Independent Scotland would give whole UK a future free of Trident programme
Having been fined £200 on 13 March at Stirling Court for taking peaceful, non-violent direct action against a convoy carrying hydrogen bombs, it is some consolation to see that the rest of the world takes a more honest approach to nuclear extermination than that prevalent in UK courts.
This week, in New York, UN negotiations began on a global treaty to prohibit nuclear weapons. Ignoring their much-proclaimed belief in multilateral nuclear disarmament, the British government is absent.
Last October, 123 UN member states voted for a resolution on multilateral nuclear disarmament that called for negotiations to commence on a “legally binding instrument to prohibit nuclear weapons, leading towards their total elimination”. After the UN General Assembly overwhelmingly endorsed this resolution in December, the stage was set for nuclear ban treaty negotiations that commenced on 27 March, with further sessions due in June and July.
The UK was one of only 35 states (mostly nuclear-armed and Nato allies) which voted against multilateral negotiations when the resolution was overwhelmingly adopted by the UN General Assembly in December 2016. That negative vote does not mean these states can’t participate in this year’s negotiations. Britain was invited to participate in preparatory organisational meetings at the UN in February, but chose not to attend.
In response to a recent parliamentary question from Green Party MP Caroline Lucas, Sir Alan Duncan, minister of state for foreign and commonwealth affairs, announced its boycott, saying that “The UK did not participate in the organisational meeting on negotiating a treaty to prohibit nuclear weapons on 16 February and will not attend the substantive negotiations starting on 27 March.”

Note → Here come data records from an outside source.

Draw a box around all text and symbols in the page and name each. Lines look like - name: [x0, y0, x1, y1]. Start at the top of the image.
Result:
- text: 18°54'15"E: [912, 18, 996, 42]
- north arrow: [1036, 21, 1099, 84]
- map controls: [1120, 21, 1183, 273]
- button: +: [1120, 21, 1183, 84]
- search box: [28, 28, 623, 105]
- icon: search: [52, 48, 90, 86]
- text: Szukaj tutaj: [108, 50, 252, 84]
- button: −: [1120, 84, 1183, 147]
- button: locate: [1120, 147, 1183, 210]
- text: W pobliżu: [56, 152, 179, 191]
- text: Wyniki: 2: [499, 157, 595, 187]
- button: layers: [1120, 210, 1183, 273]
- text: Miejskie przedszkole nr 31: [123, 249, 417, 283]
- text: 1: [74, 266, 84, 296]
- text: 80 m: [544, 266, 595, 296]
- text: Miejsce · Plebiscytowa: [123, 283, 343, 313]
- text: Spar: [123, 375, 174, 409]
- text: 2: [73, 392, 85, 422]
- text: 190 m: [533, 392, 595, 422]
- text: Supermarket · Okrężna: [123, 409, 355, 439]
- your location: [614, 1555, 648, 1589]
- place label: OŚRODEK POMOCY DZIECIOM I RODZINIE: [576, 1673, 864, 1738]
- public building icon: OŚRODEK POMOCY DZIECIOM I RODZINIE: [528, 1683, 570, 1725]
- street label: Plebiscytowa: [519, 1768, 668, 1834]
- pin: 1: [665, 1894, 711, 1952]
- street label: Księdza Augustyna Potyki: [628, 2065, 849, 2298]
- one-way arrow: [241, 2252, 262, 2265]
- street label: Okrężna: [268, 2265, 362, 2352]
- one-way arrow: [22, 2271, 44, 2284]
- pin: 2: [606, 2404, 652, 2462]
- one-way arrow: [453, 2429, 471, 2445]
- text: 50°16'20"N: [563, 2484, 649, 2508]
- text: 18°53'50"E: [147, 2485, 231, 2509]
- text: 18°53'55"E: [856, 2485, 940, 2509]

We in Scotland have a vital role to play in this vital matter. In his report “Trident nowhere to Go “, the late John Ainslie uses government sources to show that there is nowhere else in the UK Trident can operate from other than the existing Clyde bases. This has been vindicated by experts worldwide.
An independent Scotland with a written constitution banning nuclear weapons from its lands and waters means an end to Trident in the UK. We can then join the sane majority. We might, after all, have a future.